[
https://issues.apache.org/jira/browse/OOZIE-614?page=com.atlassian.jira.plugin.system.issuetabpanels:comment-tabpanel&focusedCommentId=13474675#comment-13474675
]
Ryota Egashira commented on OOZIE-614:
--------------------------------------
I agree with what Max mentioned for LAST_ONLY.
Let me propose possible approaches in two aspects to support LAST_ONLY as well
as LIFO
1. creation (materialization) of coord actions
currently creation of actions always happens only in a chronological order,
older to newer(FIFO), and as describe earlier, in batch.
but to support LAST_ONLY execution, especially for old actions prior to current
time(in catch up mode), it is necessary to do creation in a reverse
order(new->old). then when one of old actions becomes ready for execution
successfully, we are safe to delete older actions. (in chronological order, we
would have to keep old actions on hold until checking newer ones) Reverse order
creation is also required for LIFO where we need to execute newer actions first.

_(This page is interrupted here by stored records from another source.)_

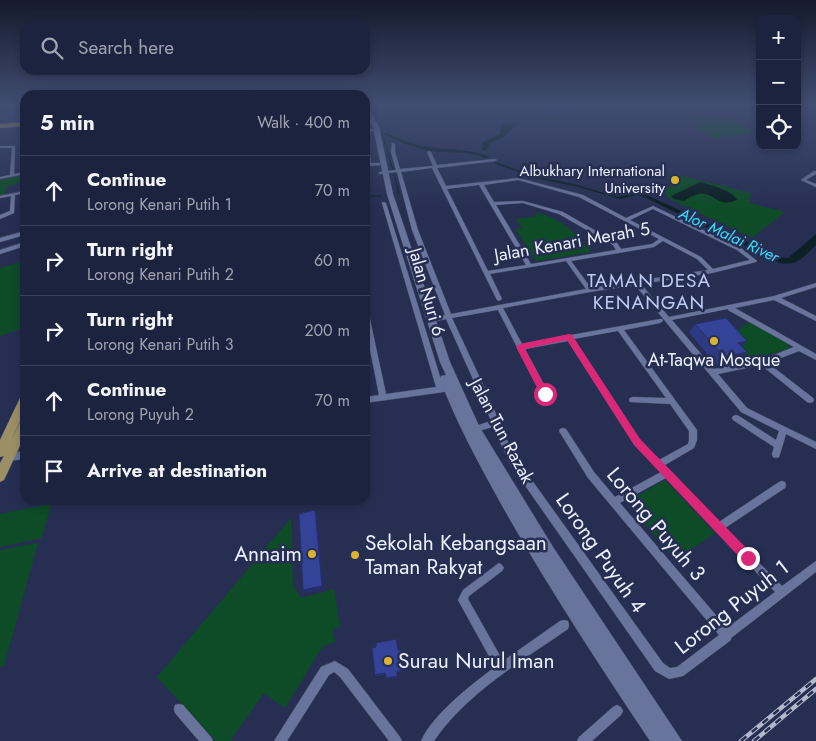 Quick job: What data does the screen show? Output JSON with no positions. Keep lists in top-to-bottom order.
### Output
{
  "streets": {
    "main road": ["Jalan Tun Razak"],
    "street": [
      "Jalan Kenari Merah 5",
      "Lorong Puyuh 3",
      "Lorong Puyuh 4",
      "Lorong Puyuh 1"
    ]
  },
  "crossings": [
    ["Lorong Puyuh 3", "Lorong Puyuh 1"],
    ["Lorong Puyuh 4", "Lorong Puyuh 1"]
  ],
  "districts": ["TAMAN DESA KENANGAN"],
  "water": ["Alor Malai River"],
  "places": [
    "Albukhary International University",
    "At-Taqwa Mosque",
    "Annaim",
    "Sekolah Kebangsaan Taman Rakyat",
    "Surau Nurul Iman"
  ],
  "page": {
    "map_buttons": ["+", "−"],
    "search": "Search here",
    "heading": ["5 min", "Walk · 400 m"],
    "list": [
      ["Continue", "Lorong Kenari Putih 1", "70 m"],
      ["Turn right", "Lorong Kenari Putih 2", "60 m"],
      ["Turn right", "Lorong Kenari Putih 3", "200 m"],
      ["Continue", "Lorong Puyuh 2", "70 m"],
      "Arrive at destination"
    ]
  }
} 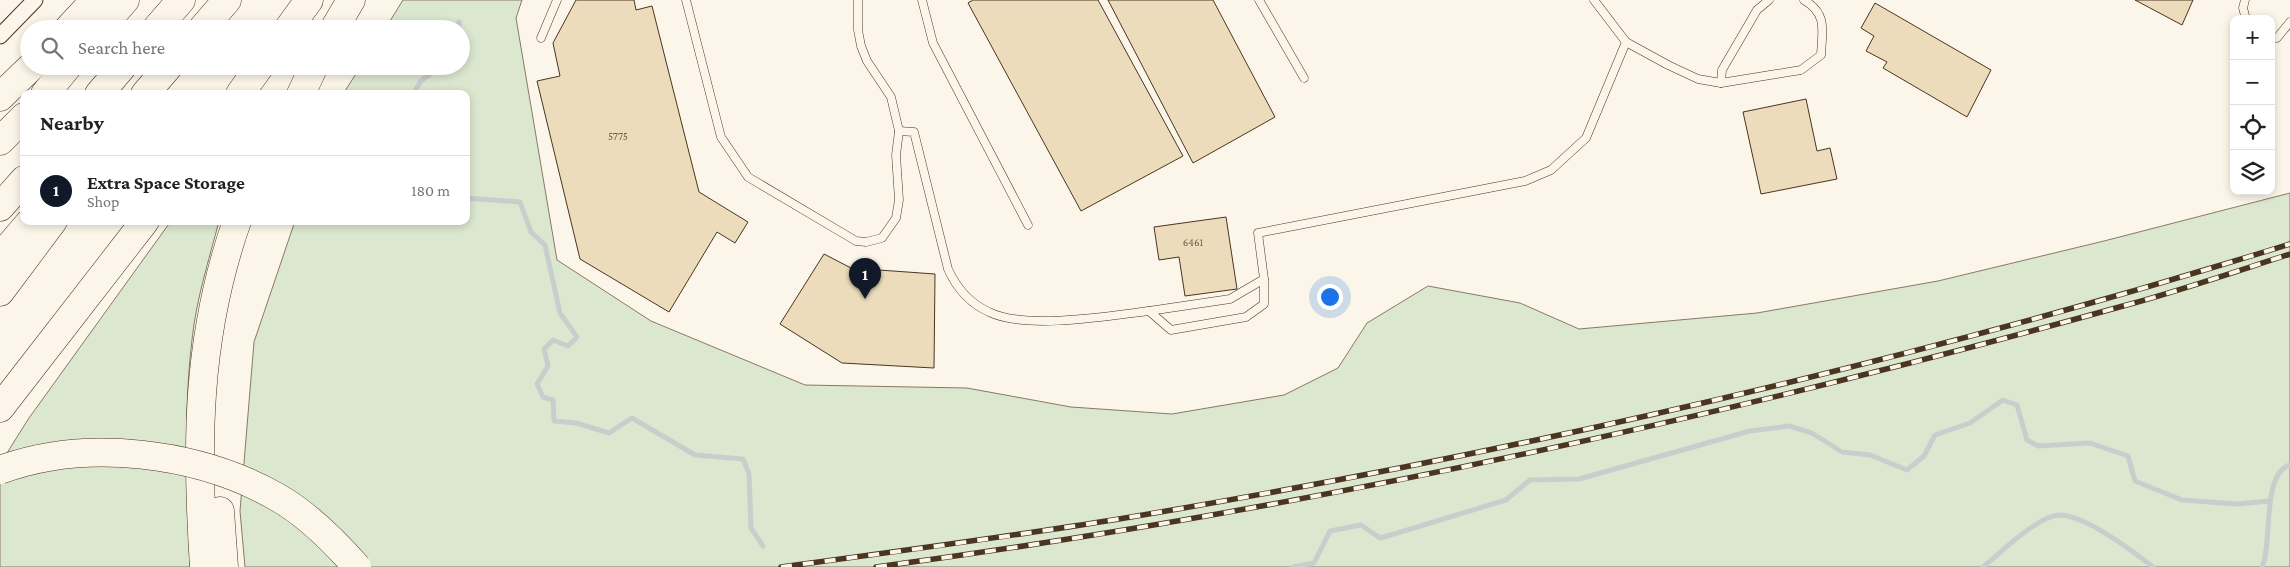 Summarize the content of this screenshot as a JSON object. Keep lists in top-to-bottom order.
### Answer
{
  "house_numbers": ["5775", "6461"],
  "page": {
    "map_buttons": ["+", "−"],
    "search": "Search here",
    "heading": "Nearby",
    "list": [
      {
        "mark": "1",
        "name": "Extra Space Storage",
        "note": "Shop",
        "value": "180 m"
      }
    ],
    "pins": "1"
  }
} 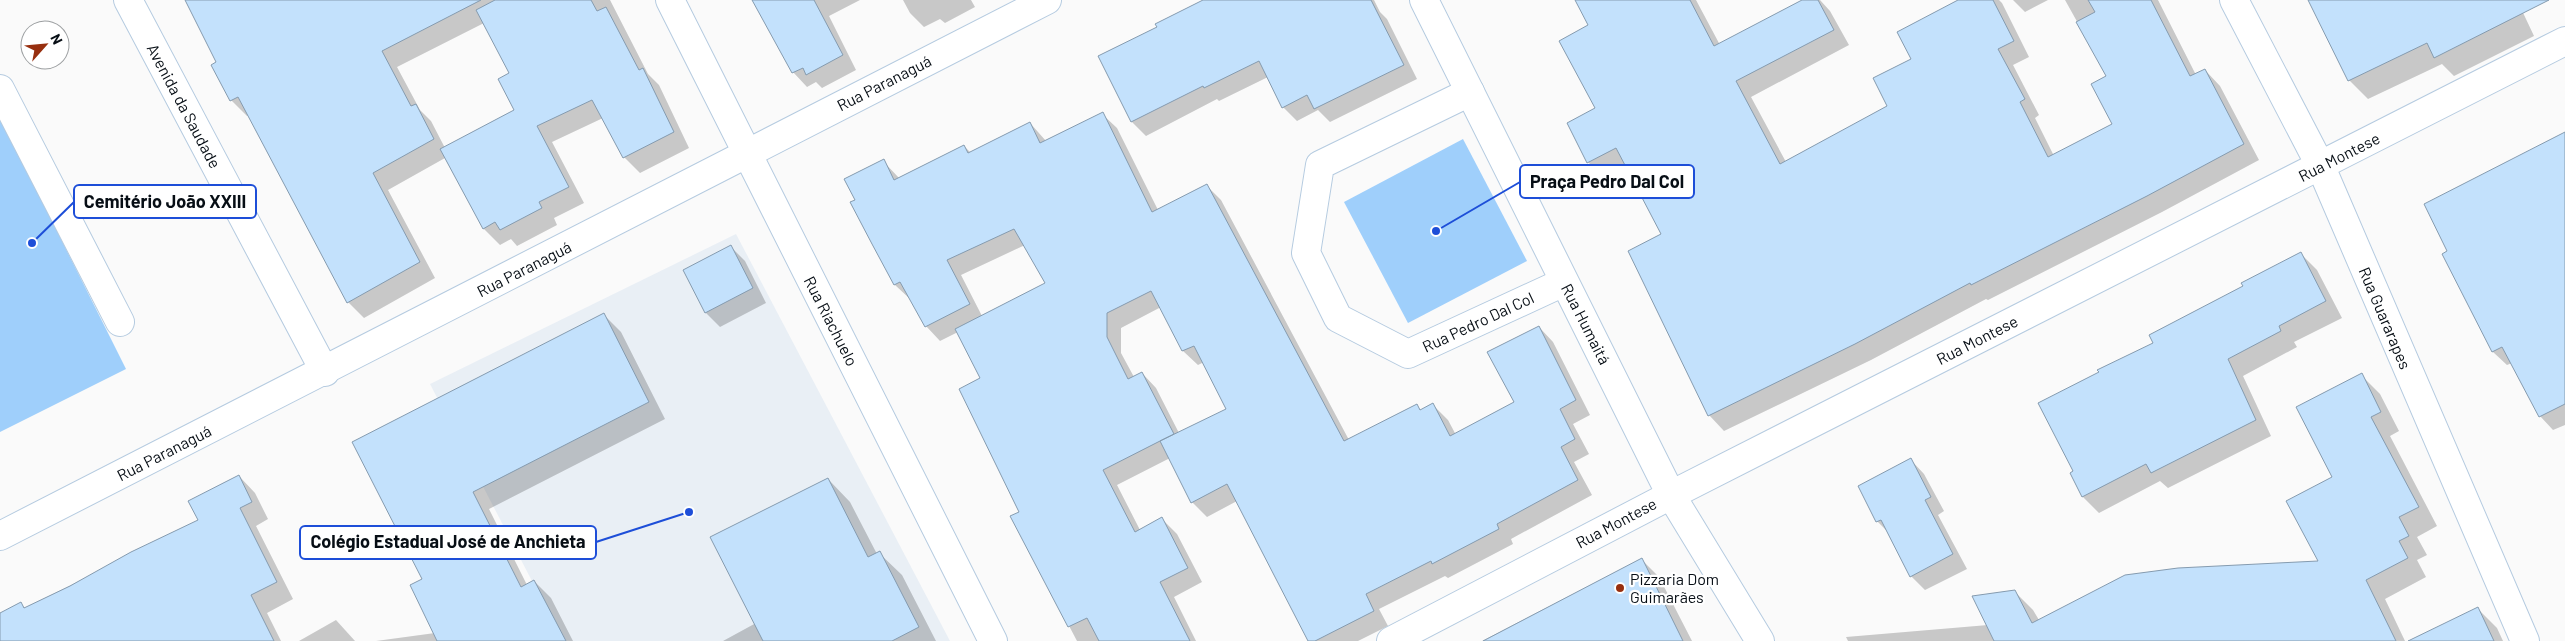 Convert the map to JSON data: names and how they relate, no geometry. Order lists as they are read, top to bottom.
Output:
{
  "streets": {
    "street": [
      "Rua Paranaguá",
      "Avenida da Saudade",
      "Rua Montese",
      "Rua Guararapes",
      "Rua Riachuelo",
      "Rua Pedro Dal Col",
      "Rua Humaitá"
    ]
  },
  "crossings": [
    ["Rua Paranaguá", "Avenida da Saudade"],
    ["Rua Paranaguá", "Rua Riachuelo"],
    ["Rua Montese", "Rua Guararapes"],
    ["Rua Montese", "Rua Humaitá"],
    ["Rua Pedro Dal Col", "Rua Humaitá"]
  ],
  "places": [
    "Praça Pedro Dal Col",
    "Cemitério João XXIII",
    "Colégio Estadual José de Anchieta",
    "Pizzaria Dom Guimarães"
  ],
  "north": "top right"
} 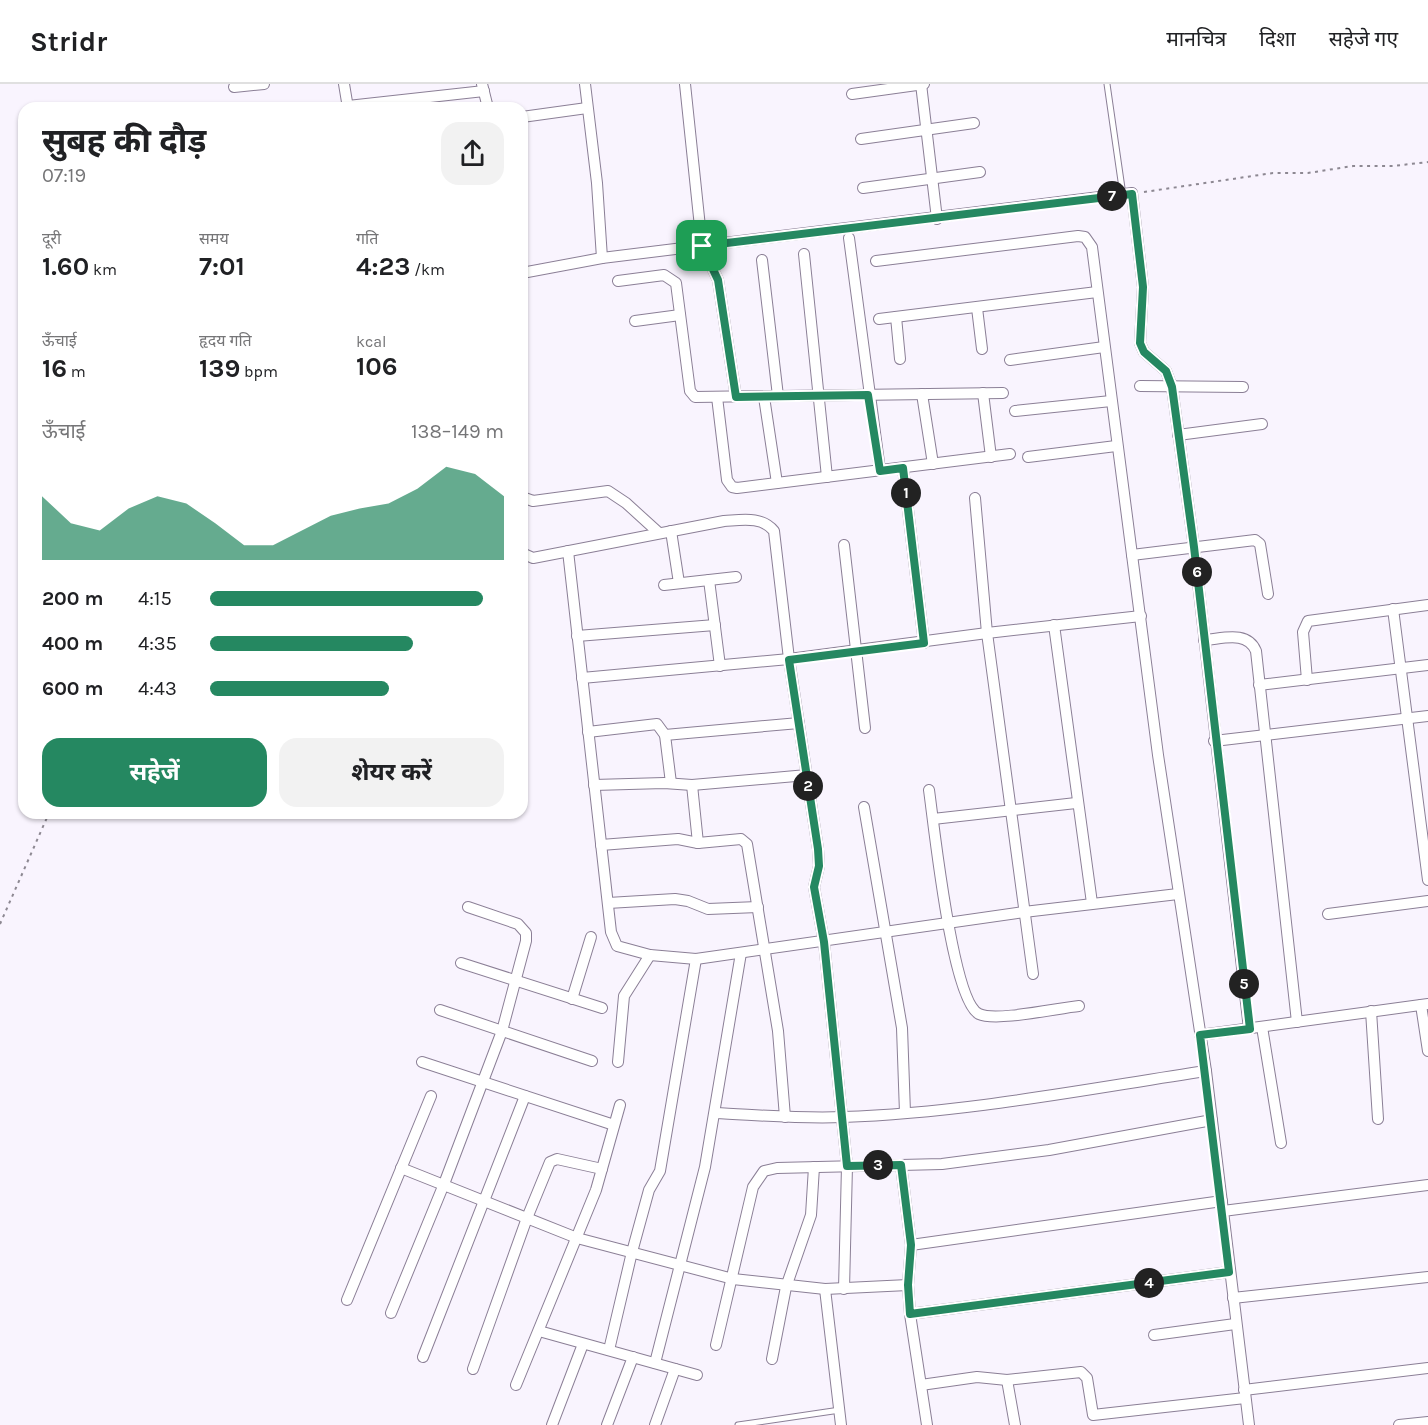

but at the same time, we need to continue creating new actions as time
progresses and action's nominal time fall in materialization window. This is by
nature progressing from older to newer.
This means that oozie needs to do creation of coord actions in both directions,
and need two watermarks to keep track of timestamp by which coord actions have
been created in both directions.
currently coord job table has column NEXT_MATD_TIME, which track nominal time
by what coord actions have been created, assuming the chronological order. My
proposal is to create another column to track watermark in a reverse direction.
The new column is only used in case of LIFO, LAST_ONLY. for FIFO (as default),
we still can use NEXT_MATD_TIME only and leave the new column as NULL or so.
2. execution of coord actions (when "ready" state)
LAST_ONLY, once one action becomes ready for execution, we can discard created
coord actions older than that, and keep actions newer than that.
LIFO, even in current implementation (CoordActionReadyXCommand), oozie queries
"ready" coord actions in the desc order of nominal time. thus, in combination
with reverse-order creation, we can fulfill LIFO requirement.
Any feedback is highly appreciated.
> Oozie does not behave as expected when using coordinator execution order
> LAST_ONLY
> ----------------------------------------------------------------------------------
>
> Key: OOZIE-614
> URL: https://issues.apache.org/jira/browse/OOZIE-614
> Project: Oozie
> Issue Type: Bug
> Reporter: Craig Peters
> Assignee: Ryota Egashira
>
> After executing the last coordinator action on a queue for a job, the prior
> coordinator actions will still be executed if a later coordinator action is
> not created. The behavior expected based upon the documentation for
> Coordinator is that the older coordinator actions are discarded. See:
> http://yahoo.github.com/oozie/releases/3.1.0/CoordinatorFunctionalSpec.html#a6.3._Synchronous_Coordinator_Application_Definition
> When using the LAST_ONLY execution order the coordinator job needs to somehow
> discard the older coordinator actions as the documentation describes. This
> may result the desired behavior for many users when in steady state operation.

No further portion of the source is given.